Workers without windows reported poorer scores than their counterparts on quality of life measures related to physical problems and vitality, as well as poorer outcomes on measures of overall sleep quality, sleep efficiency, sleep disturbances and daytime dysfunction – all of which can be classed as circadian rhythm disorders.
However, attributing these results solely to access to daylight is erroneous. Many researchers now believe that levels of exposure to white light is not the most significant factor and that in fact, views of nature and other biophilic experiences are more important. As such, biophilic research is now increasingly focusing on physiological responses such as brain activity, heart rate, blood pressure and stress hormone levels.
When used appropriately, many Sika products can contribute towards a more sustainable building design potentially leading to a more positive impact upon the building occupant’s health and well-being. For example, Sika sealants can be used to minimise the amount of window frame and maximise the amount of glazing, increasing the potential for natural lighting. Sika’s Green Roof Systems can increase the opportunities for views of nature in heavily urbanised environments.
Design in Good Air Quality
Building occupants can be exposed to a range of airborne pollutants including chemicals, micro-organisms and other particles from a variety of sources such as carpets, finishes, cleaning products, office equipment and traffic.
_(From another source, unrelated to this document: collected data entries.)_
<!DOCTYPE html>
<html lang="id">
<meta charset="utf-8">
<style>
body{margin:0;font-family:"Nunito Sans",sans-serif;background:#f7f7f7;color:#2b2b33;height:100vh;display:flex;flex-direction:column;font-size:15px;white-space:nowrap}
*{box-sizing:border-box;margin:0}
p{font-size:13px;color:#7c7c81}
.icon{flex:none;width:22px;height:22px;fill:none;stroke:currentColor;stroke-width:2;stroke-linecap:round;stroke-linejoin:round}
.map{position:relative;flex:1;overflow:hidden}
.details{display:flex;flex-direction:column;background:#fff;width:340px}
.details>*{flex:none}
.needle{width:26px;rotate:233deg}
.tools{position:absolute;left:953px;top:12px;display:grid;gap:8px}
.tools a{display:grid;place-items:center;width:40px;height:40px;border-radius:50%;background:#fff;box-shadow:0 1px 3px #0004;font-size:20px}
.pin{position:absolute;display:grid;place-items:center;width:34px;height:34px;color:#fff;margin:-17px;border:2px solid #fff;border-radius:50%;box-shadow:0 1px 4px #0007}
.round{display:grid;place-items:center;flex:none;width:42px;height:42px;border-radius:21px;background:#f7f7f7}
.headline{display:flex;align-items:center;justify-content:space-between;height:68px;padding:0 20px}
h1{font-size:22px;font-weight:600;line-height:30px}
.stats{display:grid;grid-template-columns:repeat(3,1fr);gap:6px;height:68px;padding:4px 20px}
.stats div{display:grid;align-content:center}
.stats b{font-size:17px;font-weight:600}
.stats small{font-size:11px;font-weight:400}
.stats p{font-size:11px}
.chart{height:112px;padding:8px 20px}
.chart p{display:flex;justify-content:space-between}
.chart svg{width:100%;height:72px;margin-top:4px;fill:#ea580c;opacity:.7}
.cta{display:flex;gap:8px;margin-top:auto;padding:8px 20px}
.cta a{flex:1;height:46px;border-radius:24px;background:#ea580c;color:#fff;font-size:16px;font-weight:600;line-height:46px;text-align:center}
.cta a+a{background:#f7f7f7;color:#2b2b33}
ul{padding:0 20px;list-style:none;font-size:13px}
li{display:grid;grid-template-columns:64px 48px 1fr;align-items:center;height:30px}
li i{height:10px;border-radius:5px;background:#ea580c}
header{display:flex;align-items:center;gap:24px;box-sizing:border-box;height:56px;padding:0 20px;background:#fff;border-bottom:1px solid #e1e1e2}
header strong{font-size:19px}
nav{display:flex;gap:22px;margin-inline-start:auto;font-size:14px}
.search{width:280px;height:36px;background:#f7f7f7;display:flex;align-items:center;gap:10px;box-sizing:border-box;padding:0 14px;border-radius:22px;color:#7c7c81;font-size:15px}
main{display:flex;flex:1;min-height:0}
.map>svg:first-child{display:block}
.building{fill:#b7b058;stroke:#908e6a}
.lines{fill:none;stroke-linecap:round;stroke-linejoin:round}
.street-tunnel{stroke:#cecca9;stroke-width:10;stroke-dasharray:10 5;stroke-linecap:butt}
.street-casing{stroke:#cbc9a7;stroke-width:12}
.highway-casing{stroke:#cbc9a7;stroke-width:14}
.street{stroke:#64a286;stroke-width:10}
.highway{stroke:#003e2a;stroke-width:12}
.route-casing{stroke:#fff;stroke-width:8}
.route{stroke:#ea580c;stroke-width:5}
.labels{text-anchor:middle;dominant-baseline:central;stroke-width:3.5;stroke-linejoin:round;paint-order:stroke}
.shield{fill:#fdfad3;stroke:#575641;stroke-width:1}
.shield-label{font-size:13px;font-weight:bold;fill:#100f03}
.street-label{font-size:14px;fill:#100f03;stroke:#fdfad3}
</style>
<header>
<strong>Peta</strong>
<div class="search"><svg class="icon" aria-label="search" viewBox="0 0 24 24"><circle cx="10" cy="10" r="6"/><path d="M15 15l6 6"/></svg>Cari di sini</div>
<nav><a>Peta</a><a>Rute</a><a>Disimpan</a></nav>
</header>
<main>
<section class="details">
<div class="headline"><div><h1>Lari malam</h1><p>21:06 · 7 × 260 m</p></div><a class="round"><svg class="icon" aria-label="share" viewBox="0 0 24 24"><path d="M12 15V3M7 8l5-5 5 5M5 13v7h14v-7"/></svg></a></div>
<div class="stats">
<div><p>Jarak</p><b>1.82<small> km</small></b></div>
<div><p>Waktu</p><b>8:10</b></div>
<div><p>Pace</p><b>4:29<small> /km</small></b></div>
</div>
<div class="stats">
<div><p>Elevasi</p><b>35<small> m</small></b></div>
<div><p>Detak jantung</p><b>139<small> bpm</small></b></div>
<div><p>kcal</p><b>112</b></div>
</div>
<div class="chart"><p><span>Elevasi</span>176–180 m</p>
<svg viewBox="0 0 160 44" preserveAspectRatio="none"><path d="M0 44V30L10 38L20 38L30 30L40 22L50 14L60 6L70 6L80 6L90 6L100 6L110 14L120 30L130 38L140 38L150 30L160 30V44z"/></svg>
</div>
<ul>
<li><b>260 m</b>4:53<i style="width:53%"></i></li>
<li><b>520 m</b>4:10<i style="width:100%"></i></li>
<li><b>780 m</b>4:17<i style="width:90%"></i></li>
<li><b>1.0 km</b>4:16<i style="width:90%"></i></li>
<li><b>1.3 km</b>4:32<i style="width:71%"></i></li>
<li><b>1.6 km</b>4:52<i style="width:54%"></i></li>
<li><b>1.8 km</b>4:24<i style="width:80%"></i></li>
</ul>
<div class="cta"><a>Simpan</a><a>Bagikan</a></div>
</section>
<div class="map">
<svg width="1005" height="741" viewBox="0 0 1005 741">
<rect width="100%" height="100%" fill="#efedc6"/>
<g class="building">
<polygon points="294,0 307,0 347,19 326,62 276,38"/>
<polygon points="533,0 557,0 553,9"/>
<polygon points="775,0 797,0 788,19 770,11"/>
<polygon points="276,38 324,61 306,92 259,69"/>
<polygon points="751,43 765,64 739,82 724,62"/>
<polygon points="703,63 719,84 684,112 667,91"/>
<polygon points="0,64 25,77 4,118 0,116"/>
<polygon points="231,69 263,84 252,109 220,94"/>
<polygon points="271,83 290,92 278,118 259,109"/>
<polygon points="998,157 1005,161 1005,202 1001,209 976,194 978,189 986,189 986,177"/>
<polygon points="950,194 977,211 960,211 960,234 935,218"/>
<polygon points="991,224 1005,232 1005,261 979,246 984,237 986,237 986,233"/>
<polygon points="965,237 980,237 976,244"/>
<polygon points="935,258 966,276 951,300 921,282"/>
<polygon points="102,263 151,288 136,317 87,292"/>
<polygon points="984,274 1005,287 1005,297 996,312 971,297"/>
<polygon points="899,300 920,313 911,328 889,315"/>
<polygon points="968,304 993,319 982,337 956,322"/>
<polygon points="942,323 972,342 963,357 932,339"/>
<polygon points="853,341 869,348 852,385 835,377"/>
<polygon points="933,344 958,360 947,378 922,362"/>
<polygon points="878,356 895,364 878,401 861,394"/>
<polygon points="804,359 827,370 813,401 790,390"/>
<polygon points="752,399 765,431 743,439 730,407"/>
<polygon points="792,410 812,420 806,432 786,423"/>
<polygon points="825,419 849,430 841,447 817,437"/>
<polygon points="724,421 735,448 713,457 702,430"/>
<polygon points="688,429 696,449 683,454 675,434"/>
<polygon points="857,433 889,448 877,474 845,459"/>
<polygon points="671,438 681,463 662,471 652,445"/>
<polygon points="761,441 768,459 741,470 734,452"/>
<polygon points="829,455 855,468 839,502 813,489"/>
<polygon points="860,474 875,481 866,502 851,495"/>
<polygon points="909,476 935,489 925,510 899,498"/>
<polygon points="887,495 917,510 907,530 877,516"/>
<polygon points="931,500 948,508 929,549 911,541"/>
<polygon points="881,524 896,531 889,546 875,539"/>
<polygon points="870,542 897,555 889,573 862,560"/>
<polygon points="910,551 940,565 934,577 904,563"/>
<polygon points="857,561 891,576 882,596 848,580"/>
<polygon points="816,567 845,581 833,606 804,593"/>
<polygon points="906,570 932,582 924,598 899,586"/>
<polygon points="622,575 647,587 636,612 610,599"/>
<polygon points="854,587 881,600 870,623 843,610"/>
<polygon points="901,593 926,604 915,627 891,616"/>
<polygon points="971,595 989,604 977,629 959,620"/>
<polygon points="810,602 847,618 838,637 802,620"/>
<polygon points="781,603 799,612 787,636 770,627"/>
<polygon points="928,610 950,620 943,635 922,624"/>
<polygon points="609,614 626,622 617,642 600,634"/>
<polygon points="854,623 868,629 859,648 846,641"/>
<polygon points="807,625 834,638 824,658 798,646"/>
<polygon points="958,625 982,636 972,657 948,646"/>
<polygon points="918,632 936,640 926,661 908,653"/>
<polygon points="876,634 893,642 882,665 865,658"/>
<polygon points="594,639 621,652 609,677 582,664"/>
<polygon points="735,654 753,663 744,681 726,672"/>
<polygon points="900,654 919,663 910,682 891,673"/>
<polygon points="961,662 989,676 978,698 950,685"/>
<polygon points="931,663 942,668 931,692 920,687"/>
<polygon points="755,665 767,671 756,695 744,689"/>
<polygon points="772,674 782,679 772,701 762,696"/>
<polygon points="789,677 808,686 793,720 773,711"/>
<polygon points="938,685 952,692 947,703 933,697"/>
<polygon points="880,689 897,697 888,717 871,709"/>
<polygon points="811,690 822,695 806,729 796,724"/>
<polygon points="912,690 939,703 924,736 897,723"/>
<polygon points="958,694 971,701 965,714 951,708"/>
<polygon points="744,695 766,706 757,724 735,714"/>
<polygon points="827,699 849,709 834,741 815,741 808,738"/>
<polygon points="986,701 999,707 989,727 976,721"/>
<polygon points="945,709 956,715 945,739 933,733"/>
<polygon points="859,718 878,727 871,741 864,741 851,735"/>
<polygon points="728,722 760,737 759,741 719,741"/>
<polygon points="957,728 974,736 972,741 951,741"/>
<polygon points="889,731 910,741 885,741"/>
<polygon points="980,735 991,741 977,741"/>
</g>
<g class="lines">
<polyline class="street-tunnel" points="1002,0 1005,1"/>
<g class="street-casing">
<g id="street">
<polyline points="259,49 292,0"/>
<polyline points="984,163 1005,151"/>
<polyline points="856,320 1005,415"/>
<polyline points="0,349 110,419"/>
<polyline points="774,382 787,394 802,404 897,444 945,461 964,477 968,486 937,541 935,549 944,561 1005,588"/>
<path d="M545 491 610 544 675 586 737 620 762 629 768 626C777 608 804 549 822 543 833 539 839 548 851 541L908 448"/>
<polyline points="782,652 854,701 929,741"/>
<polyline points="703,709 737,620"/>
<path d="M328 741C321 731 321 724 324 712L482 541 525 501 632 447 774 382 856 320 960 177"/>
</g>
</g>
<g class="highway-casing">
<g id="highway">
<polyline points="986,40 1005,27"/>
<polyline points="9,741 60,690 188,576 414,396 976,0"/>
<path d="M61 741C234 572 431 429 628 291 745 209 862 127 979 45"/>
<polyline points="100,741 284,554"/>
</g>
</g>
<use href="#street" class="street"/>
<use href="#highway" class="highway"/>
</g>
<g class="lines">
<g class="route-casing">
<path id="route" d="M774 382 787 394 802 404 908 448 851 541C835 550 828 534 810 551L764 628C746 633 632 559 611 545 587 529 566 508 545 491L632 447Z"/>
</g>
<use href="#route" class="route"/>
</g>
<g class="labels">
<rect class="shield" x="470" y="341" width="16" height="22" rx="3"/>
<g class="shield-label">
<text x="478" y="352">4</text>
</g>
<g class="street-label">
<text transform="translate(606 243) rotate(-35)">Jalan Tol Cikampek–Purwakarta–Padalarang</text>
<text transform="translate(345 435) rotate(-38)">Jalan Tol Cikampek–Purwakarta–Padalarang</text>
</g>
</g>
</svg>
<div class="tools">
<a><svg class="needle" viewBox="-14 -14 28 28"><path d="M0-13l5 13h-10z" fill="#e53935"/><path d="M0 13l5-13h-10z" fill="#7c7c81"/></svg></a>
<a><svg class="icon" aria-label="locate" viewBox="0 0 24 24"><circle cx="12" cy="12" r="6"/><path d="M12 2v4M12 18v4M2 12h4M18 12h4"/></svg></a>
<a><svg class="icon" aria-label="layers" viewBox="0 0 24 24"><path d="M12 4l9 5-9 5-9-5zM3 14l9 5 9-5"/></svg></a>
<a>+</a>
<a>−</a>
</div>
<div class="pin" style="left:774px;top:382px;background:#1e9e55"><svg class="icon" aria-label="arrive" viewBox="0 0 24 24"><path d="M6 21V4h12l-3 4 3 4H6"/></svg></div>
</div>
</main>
Design strategies that ensure good air quality, both by allowing a supply of fresh air through ventilation and stopping pollutants at source by minimising emissions from materials, are essential for the development of a healthy and productive working environment.
Furthermore, the increasing availability of cost-effective wearable devices that measure CO2 levels means that design features - such as mixed-mode ventilation systems that consider thermal comfort and fresh-air requirements - will, in the future, be expected by millennials, generation Zs and top class candidates.
Design out Volatile Organic Compounds
While many volatile organic compounds (VOCs), which are emitted as gases from certain solids and liquids, are considered harmless others can adversely affect human health. Many Sika products have very low VOC content, meeting European standards such as EMICODE EC1 Plus and the requirements of BREEAM New Construction 2018. All new product creation projects at Sika have to consider all aspects of sustainability at the outset, resulting in the development of products that have been specifically designed to have lower emission levels.
Standards of the Future
Putting the focus on the end-user and their well-being is something the pioneering WELL Building Standard has done for many years. The recently released WELL v2TM pilot has expanded on this, reportedly considering buildings as “health intervention tools”. In addition, the RICS SKA rating – an environmental assessment method, benchmark and standard for non-domestic fit-outs – is also undergoing an update that is expected to return the standard to its roots by focusing on a fit-out’s impact upon the buildings occupants. The ever increasing popularity and evolution of these standards clearly confirms that the impact of building solutions on the health and well-being of building occupants is a topic that is not going to go away.
As a world class construction material manufacturer, Sika has a clear understanding that all aspects of sustainability and well-being impact each other and so can offer sustainable solutions that have a positive impact on the health, well-being and productivity of building occupants.